Les projets en cours – budget 2026 visant l’équilibre, restitution échelonnée des dépôts – apparaissent taillés sur mesure pour l’ABL : dilution des pertes sur les comptes juniors, sauvegarde des actionnaires majoritaires à hauteur de 70 %. Ils s’éloignent des standards FMI – transparence des bilans via audits indépendants comme PwC – et des attentes populaires pour un déblocage intégral. L’opacité budgétaire s’éternise, avec 16,5 milliards dus par la BDL à l’État escamotés des rapports officiels.
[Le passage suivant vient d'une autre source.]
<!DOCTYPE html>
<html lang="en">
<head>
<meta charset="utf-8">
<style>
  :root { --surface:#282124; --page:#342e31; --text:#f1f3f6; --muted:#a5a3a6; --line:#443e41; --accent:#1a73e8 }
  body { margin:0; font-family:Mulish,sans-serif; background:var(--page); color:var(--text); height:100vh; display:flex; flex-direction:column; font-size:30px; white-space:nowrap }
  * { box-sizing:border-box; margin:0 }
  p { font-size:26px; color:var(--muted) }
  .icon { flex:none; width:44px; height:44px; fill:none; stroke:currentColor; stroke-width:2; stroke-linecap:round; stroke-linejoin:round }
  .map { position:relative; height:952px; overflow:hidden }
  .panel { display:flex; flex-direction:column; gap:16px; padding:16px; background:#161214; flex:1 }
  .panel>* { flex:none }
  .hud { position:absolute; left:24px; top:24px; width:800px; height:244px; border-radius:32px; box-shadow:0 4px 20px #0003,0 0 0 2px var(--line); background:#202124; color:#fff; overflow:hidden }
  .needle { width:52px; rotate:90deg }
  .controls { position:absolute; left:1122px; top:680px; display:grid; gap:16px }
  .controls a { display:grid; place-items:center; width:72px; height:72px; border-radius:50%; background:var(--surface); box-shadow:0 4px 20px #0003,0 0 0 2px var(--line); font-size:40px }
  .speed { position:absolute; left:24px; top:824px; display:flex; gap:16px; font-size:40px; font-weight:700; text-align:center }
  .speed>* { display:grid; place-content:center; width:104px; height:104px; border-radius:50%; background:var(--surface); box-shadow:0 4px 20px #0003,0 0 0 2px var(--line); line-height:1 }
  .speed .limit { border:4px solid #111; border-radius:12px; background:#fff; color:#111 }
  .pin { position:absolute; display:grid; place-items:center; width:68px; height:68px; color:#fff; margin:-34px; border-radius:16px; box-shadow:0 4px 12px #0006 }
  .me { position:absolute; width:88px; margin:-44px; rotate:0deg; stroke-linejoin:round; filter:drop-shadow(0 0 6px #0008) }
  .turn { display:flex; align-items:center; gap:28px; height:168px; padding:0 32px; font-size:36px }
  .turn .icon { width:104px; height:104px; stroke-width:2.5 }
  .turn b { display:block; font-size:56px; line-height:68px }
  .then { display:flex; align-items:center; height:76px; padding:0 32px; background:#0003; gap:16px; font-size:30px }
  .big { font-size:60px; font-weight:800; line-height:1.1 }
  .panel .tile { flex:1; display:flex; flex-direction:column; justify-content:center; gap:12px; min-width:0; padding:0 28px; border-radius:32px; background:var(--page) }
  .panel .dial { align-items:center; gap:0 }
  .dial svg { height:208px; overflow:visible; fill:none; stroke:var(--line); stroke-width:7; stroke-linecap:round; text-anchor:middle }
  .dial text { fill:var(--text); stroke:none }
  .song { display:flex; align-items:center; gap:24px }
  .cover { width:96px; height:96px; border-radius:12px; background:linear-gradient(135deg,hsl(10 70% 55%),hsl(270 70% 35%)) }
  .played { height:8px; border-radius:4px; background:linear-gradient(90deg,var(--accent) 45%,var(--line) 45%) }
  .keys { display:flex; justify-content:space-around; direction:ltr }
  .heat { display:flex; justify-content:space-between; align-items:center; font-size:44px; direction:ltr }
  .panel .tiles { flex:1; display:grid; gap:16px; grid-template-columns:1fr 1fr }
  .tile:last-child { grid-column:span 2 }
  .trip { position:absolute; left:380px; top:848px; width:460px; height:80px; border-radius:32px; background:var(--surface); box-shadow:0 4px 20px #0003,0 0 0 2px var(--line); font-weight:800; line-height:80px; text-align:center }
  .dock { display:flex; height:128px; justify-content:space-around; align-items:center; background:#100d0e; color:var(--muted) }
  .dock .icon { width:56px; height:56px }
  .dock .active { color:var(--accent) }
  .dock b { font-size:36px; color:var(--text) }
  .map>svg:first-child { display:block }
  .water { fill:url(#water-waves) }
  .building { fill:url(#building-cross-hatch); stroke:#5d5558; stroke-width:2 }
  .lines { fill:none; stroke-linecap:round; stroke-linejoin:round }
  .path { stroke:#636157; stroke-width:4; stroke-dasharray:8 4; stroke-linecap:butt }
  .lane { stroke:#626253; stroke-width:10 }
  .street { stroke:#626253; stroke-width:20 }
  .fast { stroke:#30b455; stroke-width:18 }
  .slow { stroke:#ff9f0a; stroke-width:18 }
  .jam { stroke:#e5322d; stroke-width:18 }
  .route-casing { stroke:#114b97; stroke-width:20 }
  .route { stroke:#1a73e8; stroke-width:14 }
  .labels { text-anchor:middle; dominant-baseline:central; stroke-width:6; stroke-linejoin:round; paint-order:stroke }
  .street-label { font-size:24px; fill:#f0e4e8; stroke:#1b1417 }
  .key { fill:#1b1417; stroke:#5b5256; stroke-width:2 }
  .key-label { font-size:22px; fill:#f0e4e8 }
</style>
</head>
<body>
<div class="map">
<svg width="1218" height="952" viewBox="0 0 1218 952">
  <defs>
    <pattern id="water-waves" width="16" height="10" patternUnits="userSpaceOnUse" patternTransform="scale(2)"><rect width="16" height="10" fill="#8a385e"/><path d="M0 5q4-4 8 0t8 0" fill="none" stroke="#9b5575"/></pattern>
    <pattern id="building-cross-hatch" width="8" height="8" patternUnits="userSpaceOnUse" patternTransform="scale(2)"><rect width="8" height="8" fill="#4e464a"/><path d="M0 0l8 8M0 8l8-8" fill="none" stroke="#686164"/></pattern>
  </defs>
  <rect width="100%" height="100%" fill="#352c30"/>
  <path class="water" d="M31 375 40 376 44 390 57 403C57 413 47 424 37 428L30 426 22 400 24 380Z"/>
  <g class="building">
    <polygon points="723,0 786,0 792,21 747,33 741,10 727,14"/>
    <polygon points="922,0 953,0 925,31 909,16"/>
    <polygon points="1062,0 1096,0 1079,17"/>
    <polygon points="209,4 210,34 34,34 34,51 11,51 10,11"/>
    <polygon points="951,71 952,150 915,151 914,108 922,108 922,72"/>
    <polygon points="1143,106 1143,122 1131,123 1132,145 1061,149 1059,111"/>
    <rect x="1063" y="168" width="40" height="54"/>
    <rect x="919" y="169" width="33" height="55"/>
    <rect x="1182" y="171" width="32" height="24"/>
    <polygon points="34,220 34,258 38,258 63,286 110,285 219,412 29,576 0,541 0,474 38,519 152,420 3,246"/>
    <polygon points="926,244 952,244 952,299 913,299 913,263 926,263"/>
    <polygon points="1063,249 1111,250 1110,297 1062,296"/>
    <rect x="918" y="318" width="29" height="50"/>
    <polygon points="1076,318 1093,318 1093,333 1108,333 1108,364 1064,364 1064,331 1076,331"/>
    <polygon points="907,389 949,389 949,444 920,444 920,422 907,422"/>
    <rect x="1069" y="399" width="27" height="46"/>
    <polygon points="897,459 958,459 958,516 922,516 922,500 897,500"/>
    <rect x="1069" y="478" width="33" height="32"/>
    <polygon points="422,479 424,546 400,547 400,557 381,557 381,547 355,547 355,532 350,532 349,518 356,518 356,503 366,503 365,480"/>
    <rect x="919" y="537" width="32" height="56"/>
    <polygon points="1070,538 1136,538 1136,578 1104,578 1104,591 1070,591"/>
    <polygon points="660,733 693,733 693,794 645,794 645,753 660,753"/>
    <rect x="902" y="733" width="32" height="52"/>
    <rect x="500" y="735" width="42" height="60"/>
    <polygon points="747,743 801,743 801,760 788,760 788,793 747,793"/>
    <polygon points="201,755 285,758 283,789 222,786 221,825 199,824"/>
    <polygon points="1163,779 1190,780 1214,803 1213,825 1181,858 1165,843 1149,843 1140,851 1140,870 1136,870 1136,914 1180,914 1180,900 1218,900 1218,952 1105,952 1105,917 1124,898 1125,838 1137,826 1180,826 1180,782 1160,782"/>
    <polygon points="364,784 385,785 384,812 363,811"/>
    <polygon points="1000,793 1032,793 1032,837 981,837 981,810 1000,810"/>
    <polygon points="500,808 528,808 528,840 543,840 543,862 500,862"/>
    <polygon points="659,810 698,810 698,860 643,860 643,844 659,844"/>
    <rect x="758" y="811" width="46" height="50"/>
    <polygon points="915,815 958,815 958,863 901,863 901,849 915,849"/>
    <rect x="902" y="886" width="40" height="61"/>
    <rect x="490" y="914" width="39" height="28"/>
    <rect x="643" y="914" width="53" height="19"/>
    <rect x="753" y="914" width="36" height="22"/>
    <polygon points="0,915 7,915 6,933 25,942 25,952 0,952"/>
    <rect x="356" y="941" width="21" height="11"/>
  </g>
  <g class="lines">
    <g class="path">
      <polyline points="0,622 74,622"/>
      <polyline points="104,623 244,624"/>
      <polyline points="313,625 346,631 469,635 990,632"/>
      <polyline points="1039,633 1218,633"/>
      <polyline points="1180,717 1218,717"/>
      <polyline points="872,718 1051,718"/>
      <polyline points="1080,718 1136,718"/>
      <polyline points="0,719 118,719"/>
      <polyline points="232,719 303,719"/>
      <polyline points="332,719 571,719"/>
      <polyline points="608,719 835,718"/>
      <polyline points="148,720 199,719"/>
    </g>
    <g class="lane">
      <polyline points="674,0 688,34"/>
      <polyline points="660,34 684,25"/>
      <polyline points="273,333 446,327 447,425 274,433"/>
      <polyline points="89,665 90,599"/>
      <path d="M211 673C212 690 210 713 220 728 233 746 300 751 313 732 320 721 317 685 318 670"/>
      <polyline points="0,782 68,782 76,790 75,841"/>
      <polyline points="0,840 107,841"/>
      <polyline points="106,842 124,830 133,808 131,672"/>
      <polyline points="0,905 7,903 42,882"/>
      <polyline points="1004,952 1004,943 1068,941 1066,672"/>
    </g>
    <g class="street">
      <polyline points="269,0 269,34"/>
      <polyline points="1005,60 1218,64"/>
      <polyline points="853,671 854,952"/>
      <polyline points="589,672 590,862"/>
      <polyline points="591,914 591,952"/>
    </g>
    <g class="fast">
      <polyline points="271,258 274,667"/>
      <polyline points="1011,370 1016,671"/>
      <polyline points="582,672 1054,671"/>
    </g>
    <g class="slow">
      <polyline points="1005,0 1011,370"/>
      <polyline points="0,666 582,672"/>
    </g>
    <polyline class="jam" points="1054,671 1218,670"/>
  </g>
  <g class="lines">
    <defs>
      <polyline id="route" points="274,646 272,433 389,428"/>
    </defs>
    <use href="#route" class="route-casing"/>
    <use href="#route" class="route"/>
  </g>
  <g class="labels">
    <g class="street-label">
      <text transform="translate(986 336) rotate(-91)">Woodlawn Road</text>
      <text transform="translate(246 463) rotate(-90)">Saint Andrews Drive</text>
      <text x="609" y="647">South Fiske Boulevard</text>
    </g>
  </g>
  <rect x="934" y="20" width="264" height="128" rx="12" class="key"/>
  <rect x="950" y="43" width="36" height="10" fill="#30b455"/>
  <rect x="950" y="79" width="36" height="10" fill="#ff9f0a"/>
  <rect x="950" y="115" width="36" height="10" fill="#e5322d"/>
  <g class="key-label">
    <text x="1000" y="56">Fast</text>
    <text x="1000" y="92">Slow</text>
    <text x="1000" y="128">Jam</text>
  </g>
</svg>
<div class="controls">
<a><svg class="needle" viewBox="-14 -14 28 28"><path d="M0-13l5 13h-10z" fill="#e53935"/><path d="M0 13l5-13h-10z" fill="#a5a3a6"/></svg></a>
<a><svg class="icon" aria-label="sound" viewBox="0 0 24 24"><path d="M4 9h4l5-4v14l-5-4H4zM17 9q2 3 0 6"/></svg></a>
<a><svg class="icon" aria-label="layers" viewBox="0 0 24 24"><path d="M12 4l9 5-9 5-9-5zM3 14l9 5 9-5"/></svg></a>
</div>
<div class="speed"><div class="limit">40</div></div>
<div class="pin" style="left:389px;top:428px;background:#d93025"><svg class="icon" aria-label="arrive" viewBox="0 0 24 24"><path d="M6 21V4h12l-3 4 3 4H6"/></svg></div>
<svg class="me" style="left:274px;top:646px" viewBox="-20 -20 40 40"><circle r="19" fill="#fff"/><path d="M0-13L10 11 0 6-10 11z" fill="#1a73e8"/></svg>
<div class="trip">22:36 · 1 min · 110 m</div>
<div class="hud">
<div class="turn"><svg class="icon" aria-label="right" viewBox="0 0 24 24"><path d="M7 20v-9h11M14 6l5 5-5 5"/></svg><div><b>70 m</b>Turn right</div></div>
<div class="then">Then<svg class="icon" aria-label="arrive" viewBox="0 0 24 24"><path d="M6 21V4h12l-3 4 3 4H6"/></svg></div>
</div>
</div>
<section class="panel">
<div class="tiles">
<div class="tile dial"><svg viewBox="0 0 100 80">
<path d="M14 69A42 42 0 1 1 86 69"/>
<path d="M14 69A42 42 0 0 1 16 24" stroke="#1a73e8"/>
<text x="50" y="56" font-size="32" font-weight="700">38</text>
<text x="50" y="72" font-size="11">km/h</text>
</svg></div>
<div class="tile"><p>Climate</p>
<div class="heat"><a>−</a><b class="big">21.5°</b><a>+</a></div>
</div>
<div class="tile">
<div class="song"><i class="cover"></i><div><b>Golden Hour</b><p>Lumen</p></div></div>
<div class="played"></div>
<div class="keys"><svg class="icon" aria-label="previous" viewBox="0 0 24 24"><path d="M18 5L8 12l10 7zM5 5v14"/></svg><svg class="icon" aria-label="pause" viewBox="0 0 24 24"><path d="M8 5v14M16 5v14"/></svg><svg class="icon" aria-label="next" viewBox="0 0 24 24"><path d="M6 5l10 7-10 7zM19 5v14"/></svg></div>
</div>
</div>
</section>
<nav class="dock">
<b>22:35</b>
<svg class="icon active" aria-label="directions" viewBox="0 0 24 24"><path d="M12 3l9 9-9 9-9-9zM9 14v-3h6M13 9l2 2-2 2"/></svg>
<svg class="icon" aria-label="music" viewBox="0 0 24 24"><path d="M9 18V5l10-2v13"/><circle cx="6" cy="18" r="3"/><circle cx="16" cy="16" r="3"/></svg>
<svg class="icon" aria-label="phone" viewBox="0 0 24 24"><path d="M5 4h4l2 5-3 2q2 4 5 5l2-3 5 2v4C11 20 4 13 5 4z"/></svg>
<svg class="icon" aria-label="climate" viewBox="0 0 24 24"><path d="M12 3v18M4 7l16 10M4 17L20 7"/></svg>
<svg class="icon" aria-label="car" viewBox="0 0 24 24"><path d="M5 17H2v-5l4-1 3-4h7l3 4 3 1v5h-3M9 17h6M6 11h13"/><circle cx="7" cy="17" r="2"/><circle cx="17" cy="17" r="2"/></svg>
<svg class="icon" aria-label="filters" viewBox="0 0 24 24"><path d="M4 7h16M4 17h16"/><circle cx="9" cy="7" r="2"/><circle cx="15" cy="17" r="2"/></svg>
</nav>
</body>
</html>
Réformes en sablier : FATF, fiscalité et emprise ABL
L’incertitude régnante s’incarne dans des réformes figées dans un sablier géant. Le GAFI (FATF) a confirmé le maintien du Liban sur sa liste grise le 24 octobre, reportant tout reporting exhaustif et brandissant la menace d’une inscription en liste noire sans progrès décisifs en matière de lutte contre le blanchiment (AML) et le financement du terrorisme (CTF) : 12 items en suspens, dont l’instauration d’un registre des bénéficiaires effectifs, bloqué au Parlement. Les répercussions sont immédiates : banques étrangères ferment des comptes d’ONG libanaises, gonflant les transferts humanitaires via les réseaux informels hawala de 20 %.
La fiscalité patine : la TVA reste gelée à 11 %, les privatisations avancent au ralenti – Middle East Airlines demeure 100 % étatique, Électricité du Liban morcelée sans appels d’offres lancés. La BDL entrave le processus via 137 circulaires restrictives, plafonnant les retraits cash à 10 000 dollars ; l’ABL prépare ses plans de viabilité pour mars 2026, prévoyant une absorption de 25 % des pertes par recapitalisation privée. Le FMI, à l’issue de sa mission close le 25 septembre, insiste : « Renforcer la loi bancaire pour un bail-in effectif, instaurer une taxe progressive sur les hauts revenus à 25 % ». Yassine Jaber rétorque par un « équilibre budgétaire sans nouvelles ponctions », mais les blocages parlementaires persistent.
En définitif, 3.5% … ce n’est pas de quoi à pavoiser.